La lotta per la giornata di sei ore dovrebbe iniziare con i genitori di bambini piccoli.
Ora è tutto diverso. Il tempo non mi manca più. E l’idea di passare meno ore al lavoro, di cui ho scritto e con cui ho cercato di convivere per molti anni, non mi sembra più così importante, cioè per me.
Ho più di cinquant’anni, mio figlio si ubriaca questa primavera, mia figlia è a metà del college e non li vedo più molto. Non è perché mi manca il tempo o lavoro troppo, è perché i bambini vogliono davvero stare da soli, vivere la propria vita.
Non sempre, ovviamente, ma la vita di tutti i giorni è completamente diversa da com’era dieci o quindici anni fa. Lo ricordo a malapena, anche se so molto bene com’era.
E ci ho pensato ultimamente; forse qualcosa di simile sta accadendo con i politici, i capi nella vita professionale e i leader nella vita organizzativa. Raggiungono una certa età intorno ai 45-50 anni e dimenticano. Pensano che ci sia abbastanza tempo in un giorno per lavorare dalle sette alle otto ore.
Si stanno allontanando dalla fase del bambino, il caos, le veglie notturne, il trambusto nel corridoio che porta i bambini all’asilo, la cattiva coscienza dappertutto, tutta quella roba. Una sensazione di sprofondare nel fango, in quelli che dovrebbero essere i migliori anni della vita.
Lo vedo tutto intorno a me, che è sempre così. Niente è cambiato. C’è stress, litigi e risse per far salire le giornate. E si vede dai dati oggettivi che questi anni sono ancora duri per molti genitori norvegesi di bambini piccoli.

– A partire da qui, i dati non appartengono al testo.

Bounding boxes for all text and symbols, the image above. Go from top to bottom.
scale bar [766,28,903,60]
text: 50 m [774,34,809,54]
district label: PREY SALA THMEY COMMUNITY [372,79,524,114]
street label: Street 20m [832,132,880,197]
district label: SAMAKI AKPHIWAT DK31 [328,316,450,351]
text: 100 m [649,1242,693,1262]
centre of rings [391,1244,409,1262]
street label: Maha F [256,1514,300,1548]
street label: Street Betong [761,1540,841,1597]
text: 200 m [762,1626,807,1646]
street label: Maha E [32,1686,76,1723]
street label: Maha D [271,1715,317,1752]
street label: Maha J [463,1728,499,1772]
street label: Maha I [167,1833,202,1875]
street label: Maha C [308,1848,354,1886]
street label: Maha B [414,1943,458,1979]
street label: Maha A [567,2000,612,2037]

Lo vediamo nelle assenze per malattia, che aumentano quando si hanno figli, lo vediamo nel forte aumento del numero di donne che usufruiscono di congedi non retribuiti, e lo vediamo nei tassi di natalità che continuano a diminuire e rischiano di fare della Norvegia un Paese dove il la politica del figlio unico è introdotta dagli stessi genitori pragmatici.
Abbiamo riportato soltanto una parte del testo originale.